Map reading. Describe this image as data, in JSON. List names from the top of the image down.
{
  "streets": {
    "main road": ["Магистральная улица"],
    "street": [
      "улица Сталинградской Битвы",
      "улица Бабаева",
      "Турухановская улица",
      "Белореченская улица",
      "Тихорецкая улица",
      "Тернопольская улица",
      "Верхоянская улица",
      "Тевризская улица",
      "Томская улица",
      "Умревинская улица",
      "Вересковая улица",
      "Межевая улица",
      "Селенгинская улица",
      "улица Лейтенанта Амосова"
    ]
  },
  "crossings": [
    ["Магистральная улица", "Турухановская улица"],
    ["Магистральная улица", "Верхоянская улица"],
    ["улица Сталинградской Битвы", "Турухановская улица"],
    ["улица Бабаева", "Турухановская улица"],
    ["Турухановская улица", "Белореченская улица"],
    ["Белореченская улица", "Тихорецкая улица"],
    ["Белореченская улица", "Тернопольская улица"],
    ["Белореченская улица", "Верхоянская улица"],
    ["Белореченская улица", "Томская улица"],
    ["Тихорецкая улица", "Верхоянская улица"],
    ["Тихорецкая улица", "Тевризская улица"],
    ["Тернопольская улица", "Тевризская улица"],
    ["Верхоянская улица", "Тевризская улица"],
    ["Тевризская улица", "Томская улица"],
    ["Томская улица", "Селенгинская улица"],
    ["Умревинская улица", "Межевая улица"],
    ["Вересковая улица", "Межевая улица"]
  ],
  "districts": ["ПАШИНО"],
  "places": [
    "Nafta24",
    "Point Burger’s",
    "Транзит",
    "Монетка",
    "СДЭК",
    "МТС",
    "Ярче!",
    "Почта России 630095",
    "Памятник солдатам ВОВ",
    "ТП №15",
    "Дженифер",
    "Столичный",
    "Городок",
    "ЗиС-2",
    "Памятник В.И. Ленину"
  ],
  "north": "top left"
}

···

--- Your objective ---
From the first line through the last, give the data above again exactly.

--- Expected answer ---
Map reading. Describe this image as data, in JSON. List names from the top of the image down.
{
  "streets": {
    "main road": ["Магистральная улица"],
    "street": [
      "улица Сталинградской Битвы",
      "улица Бабаева",
      "Турухановская улица",
      "Белореченская улица",
      "Тихорецкая улица",
      "Тернопольская улица",
      "Верхоянская улица",
      "Тевризская улица",
      "Томская улица",
      "Умревинская улица",
      "Вересковая улица",
      "Межевая улица",
      "Селенгинская улица",
      "улица Лейтенанта Амосова"
    ]
  },
  "crossings": [
    ["Магистральная улица", "Турухановская улица"],
    ["Магистральная улица", "Верхоянская улица"],
    ["улица Сталинградской Битвы", "Турухановская улица"],
    ["улица Бабаева", "Турухановская улица"],
    ["Турухановская улица", "Белореченская улица"],
    ["Белореченская улица", "Тихорецкая улица"],
    ["Белореченская улица", "Тернопольская улица"],
    ["Белореченская улица", "Верхоянская улица"],
    ["Белореченская улица", "Томская улица"],
    ["Тихорецкая улица", "Верхоянская улица"],
    ["Тихорецкая улица", "Тевризская улица"],
    ["Тернопольская улица", "Тевризская улица"],
    ["Верхоянская улица", "Тевризская улица"],
    ["Тевризская улица", "Томская улица"],
    ["Томская улица", "Селенгинская улица"],
    ["Умревинская улица", "Межевая улица"],
    ["Вересковая улица", "Межевая улица"]
  ],
  "districts": ["ПАШИНО"],
  "places": [
    "Nafta24",
    "Point Burger’s",
    "Транзит",
    "Монетка",
    "СДЭК",
    "МТС",
    "Ярче!",
    "Почта России 630095",
    "Памятник солдатам ВОВ",
    "ТП №15",
    "Дженифер",
    "Столичный",
    "Городок",
    "ЗиС-2",
    "Памятник В.И. Ленину"
  ],
  "north": "top left"
}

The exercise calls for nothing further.